Comments: I'll watch anything with Aoi Miyazaki in it but it was extremely tough this time. She's fabulous, of course, and the film starts off with a refreshingly bizarre sense of humor, but it quickly devolves into toilet humor. Miyazaki plays a record company office worker who discovers a punk rock band on the Internet, thinks they are the next big thing, and decides to represent them on behalf of her company. What she doesn't know, at first, is that the band's web site and videos are 25 years old, so she must follow through promoting a group of middle-aged punk rockers because contracts have been signed and jobs are on the line. I can't imagine who this movie is aimed at. Young people (who are into punk) will recognize it as fake and older people (who may have been punks) will too. Brass Knuckle Boys confuses punk with childishness and fails to create characters that anyone will care about. For every quick and funny moment that works, and there's a bunch of them, there's umpteen that don't.

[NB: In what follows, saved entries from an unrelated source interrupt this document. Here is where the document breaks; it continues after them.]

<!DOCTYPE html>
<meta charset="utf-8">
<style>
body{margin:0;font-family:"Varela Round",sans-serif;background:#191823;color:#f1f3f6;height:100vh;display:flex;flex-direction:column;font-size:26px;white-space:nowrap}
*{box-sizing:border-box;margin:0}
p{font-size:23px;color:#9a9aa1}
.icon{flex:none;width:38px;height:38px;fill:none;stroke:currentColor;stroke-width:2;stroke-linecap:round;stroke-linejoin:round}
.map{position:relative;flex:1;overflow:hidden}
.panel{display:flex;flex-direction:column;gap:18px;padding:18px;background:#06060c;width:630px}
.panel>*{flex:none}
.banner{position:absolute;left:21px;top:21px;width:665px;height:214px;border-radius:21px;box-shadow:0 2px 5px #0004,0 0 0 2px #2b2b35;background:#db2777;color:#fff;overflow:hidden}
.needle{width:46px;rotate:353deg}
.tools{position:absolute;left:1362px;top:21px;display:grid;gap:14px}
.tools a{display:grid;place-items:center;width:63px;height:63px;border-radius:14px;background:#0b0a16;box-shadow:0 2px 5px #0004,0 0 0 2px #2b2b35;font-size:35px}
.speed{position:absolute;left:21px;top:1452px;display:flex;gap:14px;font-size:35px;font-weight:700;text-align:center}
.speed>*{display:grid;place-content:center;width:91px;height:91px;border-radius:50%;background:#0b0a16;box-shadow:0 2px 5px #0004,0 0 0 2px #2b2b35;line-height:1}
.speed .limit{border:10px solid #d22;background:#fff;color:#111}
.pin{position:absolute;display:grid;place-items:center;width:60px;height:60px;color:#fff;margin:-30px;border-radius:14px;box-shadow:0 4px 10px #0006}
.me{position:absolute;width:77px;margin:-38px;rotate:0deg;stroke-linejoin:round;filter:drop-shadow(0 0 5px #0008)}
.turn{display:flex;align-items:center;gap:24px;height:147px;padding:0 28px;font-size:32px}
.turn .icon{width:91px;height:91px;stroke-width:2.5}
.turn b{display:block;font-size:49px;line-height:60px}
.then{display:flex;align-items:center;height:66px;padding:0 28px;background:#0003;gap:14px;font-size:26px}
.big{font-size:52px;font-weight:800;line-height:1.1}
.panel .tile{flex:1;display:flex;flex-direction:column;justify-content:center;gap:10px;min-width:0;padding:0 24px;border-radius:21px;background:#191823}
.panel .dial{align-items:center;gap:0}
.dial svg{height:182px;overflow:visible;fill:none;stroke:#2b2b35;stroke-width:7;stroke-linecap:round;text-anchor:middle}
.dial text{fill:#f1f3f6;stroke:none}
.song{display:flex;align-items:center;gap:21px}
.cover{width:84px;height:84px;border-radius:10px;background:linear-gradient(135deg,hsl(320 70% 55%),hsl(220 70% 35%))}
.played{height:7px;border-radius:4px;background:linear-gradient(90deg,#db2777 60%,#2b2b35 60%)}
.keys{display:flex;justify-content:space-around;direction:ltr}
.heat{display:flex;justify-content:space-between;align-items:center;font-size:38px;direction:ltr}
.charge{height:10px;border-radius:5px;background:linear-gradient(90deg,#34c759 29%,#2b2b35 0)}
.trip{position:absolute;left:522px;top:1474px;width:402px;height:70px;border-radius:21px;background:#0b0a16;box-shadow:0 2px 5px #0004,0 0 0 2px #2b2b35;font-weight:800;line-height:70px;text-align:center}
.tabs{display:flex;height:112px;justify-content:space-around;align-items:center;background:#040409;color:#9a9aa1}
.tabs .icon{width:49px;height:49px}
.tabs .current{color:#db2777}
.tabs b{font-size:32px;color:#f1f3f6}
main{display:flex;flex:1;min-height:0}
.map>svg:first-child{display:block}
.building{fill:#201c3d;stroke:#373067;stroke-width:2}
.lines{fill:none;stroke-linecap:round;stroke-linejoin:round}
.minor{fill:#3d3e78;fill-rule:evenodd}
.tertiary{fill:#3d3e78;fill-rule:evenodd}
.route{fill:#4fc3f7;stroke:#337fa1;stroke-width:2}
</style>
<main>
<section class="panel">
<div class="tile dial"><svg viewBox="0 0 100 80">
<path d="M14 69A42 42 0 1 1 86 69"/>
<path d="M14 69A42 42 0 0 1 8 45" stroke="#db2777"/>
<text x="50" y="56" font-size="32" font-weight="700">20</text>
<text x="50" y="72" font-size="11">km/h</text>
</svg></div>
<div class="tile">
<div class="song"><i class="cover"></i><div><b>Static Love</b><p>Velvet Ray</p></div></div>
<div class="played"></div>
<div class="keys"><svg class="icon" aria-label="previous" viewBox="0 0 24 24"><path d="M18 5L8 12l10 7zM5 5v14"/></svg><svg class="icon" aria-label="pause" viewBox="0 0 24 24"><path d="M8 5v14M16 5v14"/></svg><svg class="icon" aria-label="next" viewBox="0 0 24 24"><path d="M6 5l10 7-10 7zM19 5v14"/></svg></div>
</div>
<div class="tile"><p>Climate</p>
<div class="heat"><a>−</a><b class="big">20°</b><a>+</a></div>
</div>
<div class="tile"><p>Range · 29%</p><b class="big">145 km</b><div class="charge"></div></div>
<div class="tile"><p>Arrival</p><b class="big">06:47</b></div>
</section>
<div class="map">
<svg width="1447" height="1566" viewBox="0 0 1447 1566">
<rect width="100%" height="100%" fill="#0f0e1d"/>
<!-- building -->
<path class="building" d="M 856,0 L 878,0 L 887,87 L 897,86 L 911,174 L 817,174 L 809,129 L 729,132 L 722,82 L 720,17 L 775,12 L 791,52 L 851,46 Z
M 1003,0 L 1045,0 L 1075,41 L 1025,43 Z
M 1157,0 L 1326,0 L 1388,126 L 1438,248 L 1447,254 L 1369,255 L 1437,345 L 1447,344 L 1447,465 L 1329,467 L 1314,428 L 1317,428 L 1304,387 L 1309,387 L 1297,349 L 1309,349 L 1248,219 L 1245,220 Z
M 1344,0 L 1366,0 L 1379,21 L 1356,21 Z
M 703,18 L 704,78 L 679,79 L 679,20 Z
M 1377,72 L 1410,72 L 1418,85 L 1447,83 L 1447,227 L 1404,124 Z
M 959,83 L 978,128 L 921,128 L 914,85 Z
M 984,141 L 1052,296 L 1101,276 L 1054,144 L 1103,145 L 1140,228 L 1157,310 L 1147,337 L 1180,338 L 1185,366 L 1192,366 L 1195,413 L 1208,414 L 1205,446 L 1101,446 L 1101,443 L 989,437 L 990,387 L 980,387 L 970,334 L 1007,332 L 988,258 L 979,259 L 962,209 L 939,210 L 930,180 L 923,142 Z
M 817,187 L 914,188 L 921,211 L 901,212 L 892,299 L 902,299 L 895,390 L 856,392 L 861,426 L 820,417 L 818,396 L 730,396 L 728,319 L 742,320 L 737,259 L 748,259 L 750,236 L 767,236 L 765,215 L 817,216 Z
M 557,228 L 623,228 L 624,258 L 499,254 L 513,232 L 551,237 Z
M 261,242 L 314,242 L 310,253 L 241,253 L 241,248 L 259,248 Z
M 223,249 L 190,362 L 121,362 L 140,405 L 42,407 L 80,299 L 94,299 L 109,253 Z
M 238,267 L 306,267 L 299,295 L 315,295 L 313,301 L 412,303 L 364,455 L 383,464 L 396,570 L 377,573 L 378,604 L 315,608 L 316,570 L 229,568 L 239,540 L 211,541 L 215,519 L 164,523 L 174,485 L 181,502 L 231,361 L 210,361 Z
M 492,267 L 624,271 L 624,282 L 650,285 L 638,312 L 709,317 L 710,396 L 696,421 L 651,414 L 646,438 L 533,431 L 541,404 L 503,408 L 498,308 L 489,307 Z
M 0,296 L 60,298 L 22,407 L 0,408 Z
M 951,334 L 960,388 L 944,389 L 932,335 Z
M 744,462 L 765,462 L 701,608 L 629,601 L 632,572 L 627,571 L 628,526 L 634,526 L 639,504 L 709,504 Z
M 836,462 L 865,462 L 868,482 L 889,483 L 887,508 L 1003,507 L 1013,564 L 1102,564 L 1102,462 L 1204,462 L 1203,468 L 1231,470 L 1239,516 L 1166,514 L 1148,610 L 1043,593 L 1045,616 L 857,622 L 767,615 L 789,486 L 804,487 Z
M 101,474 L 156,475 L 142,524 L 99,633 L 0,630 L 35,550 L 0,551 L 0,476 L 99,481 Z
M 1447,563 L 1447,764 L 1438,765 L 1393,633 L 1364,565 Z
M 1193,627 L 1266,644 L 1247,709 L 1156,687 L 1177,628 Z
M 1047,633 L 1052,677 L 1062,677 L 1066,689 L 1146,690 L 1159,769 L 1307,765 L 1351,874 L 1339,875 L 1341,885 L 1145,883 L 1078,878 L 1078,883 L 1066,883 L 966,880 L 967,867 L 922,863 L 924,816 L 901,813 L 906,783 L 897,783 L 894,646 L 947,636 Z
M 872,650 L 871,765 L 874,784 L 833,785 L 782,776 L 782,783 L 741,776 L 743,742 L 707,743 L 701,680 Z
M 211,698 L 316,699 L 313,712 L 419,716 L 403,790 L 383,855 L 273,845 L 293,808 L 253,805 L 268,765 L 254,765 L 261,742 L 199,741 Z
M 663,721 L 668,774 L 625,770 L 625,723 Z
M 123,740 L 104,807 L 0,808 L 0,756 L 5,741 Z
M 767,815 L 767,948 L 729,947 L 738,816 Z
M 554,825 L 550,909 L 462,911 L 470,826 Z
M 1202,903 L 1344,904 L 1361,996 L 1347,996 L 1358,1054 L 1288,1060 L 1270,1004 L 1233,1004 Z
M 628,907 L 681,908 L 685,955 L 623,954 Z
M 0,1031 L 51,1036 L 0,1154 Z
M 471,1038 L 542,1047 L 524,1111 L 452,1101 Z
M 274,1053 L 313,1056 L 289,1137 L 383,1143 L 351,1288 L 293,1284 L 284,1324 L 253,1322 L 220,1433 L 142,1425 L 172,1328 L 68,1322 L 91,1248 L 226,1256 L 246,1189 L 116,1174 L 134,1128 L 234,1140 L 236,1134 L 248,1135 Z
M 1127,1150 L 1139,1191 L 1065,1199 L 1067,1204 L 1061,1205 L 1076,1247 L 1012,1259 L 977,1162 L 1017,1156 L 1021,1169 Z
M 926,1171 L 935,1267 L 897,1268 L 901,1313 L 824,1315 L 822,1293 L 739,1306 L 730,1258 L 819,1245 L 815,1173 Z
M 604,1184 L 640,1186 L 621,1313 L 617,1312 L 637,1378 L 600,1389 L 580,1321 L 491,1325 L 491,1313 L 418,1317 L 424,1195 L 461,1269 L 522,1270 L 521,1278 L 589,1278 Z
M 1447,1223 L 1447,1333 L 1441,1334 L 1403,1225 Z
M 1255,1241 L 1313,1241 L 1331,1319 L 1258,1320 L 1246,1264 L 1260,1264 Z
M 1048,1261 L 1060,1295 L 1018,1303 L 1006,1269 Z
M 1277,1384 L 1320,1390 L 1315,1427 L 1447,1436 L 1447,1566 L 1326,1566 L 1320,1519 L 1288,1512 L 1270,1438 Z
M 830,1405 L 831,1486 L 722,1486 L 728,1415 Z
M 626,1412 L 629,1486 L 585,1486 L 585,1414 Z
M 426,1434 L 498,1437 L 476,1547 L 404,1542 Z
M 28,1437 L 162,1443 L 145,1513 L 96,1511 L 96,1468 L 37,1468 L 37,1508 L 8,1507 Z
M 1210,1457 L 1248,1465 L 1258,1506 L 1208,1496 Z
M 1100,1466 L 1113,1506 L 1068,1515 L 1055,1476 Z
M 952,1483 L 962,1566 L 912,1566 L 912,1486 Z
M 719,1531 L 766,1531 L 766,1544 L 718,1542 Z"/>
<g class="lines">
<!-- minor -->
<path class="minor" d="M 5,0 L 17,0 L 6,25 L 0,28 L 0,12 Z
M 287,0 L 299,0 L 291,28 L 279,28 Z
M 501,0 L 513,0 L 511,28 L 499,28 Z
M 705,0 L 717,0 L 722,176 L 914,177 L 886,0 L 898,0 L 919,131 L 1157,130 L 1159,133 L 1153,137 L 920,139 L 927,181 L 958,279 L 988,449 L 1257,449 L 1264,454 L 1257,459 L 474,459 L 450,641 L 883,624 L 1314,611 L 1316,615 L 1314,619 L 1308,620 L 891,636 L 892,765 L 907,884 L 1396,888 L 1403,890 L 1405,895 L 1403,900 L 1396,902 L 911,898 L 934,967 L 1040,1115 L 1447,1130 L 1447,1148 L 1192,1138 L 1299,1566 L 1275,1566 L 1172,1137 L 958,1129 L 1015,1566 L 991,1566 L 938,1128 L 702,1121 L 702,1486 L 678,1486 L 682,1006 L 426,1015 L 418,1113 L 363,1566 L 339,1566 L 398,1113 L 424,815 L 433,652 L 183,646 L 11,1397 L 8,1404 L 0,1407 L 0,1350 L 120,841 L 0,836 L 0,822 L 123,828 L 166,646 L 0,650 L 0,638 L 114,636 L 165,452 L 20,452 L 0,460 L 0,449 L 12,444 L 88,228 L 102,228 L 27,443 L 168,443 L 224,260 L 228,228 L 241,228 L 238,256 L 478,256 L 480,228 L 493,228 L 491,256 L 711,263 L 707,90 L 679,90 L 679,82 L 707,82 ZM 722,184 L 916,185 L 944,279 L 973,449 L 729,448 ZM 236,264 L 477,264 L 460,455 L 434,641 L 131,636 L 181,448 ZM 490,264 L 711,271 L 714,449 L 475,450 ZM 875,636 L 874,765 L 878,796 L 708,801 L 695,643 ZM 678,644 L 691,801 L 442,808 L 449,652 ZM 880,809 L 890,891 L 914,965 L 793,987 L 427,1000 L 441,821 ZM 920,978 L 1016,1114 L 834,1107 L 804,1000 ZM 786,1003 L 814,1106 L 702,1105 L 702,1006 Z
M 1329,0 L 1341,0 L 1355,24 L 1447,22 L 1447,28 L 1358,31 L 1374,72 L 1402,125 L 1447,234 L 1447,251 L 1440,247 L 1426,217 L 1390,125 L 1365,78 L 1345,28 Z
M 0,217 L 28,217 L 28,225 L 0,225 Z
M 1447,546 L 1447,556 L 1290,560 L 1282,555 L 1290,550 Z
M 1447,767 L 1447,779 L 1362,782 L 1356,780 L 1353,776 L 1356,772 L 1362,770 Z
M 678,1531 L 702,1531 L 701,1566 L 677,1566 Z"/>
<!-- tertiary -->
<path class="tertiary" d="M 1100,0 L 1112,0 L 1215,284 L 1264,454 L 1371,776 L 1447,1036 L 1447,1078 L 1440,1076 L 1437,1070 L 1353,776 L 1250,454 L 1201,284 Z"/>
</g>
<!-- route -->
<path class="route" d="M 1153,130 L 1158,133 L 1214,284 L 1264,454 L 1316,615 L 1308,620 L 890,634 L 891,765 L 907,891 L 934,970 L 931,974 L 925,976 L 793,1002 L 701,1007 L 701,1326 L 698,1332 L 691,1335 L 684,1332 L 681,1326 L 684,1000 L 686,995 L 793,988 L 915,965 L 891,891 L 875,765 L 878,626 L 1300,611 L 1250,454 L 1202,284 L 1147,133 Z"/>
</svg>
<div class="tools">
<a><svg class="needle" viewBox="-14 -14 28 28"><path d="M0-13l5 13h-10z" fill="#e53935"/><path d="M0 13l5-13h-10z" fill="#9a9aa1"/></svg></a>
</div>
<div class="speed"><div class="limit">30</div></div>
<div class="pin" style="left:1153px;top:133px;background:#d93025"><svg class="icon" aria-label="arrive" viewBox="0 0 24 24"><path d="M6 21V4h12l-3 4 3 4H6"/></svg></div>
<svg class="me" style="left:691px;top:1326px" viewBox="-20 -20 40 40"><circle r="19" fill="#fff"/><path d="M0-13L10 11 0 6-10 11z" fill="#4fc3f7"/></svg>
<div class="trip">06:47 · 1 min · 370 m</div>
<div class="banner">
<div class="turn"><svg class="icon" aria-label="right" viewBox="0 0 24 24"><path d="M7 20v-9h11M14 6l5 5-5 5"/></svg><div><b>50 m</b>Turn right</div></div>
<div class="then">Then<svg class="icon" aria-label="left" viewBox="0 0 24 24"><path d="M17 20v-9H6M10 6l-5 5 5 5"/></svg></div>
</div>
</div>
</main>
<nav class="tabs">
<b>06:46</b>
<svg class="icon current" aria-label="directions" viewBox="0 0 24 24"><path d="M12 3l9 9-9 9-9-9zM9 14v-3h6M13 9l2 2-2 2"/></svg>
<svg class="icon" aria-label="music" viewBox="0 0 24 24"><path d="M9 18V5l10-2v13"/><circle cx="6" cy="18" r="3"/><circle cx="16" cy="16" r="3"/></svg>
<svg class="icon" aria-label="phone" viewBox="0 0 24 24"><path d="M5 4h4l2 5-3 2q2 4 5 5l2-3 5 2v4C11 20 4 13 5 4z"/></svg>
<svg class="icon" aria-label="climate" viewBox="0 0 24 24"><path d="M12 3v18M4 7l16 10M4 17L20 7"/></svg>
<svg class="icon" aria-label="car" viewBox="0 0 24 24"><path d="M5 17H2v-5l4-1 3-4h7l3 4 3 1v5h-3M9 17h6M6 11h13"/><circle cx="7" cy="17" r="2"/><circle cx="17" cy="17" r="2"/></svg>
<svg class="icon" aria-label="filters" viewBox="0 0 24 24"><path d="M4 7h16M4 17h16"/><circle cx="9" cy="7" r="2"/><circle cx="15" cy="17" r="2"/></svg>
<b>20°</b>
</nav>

And the sibling rivalry family drama subplot is painfully uninteresting. I'm a huge Aoi Miyazaki fan but a two hour fart joke is a bad vehicle for her.
★★★
Summary: A record company office worker named Kanna Kurita discovers a punk rock band called Shonen Meriken Sakku / Brass Knuckle Boys through the internet and subsequently decides to represent them on behalf of her company. What Kanna did not know was that the Brass Knuckle Boys consists of all middle aged men … the video being from 25 years ago.